Segment Start: DATASET EXTRACT

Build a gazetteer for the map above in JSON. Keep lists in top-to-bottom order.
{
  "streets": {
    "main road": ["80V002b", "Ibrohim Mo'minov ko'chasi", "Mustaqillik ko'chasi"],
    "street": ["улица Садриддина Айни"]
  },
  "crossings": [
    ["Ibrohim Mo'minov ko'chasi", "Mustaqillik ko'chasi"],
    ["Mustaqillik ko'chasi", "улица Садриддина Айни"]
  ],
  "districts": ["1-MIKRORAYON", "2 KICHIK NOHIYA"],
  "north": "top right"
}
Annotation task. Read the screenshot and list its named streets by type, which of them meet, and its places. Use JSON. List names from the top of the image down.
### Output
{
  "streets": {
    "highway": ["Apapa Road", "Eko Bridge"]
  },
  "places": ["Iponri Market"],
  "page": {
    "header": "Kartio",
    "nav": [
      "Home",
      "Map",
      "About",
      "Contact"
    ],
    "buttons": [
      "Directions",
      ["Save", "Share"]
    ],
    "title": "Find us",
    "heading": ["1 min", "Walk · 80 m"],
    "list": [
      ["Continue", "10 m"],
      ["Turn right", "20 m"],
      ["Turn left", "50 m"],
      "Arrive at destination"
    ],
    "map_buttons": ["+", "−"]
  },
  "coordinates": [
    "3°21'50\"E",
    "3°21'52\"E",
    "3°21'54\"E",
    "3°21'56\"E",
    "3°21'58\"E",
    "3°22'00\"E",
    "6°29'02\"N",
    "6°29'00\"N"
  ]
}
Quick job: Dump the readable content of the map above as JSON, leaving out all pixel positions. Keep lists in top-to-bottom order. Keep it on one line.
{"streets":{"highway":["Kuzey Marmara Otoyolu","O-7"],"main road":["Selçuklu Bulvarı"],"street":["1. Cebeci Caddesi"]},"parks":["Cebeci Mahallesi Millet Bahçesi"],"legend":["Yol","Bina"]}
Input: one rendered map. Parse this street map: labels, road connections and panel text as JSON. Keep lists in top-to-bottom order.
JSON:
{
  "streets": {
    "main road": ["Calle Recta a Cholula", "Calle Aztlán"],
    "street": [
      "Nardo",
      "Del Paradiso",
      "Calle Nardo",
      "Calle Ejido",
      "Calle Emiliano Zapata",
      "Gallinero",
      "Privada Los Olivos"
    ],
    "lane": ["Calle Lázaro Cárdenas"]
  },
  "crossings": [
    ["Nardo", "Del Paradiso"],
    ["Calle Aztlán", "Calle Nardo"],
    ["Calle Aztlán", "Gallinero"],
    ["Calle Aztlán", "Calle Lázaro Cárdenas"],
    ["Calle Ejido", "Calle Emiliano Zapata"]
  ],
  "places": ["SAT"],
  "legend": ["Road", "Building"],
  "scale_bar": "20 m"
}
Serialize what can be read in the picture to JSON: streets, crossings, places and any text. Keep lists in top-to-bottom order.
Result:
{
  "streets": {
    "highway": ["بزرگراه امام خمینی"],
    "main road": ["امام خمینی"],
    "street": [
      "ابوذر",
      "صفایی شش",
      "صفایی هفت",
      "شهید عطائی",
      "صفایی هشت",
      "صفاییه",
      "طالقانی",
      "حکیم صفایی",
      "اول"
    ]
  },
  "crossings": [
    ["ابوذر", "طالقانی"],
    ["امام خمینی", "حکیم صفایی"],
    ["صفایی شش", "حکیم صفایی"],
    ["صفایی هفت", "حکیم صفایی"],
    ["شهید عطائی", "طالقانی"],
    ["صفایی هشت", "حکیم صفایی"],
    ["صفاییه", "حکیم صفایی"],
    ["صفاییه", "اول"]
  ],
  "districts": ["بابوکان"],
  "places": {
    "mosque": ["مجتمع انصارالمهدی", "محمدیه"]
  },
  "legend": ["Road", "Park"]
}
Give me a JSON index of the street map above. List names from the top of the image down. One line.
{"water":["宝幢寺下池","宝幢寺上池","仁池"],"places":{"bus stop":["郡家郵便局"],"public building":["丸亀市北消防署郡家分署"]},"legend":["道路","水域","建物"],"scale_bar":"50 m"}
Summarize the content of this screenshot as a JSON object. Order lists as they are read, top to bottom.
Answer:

Segment End: DATASET EXTRACT

• _PROBLEM TO SOLVE_
What lines in the data above contain the word "screenshot"? Copy them all.

• _WRITTEN ANSWER_
Annotation task. Read the screenshot and list its named streets by type, which of them meet, and its places. Use JSON. List names from the top of the image down.
Summarize the content of this screenshot as a JSON object. Order lists as they are read, top to bottom.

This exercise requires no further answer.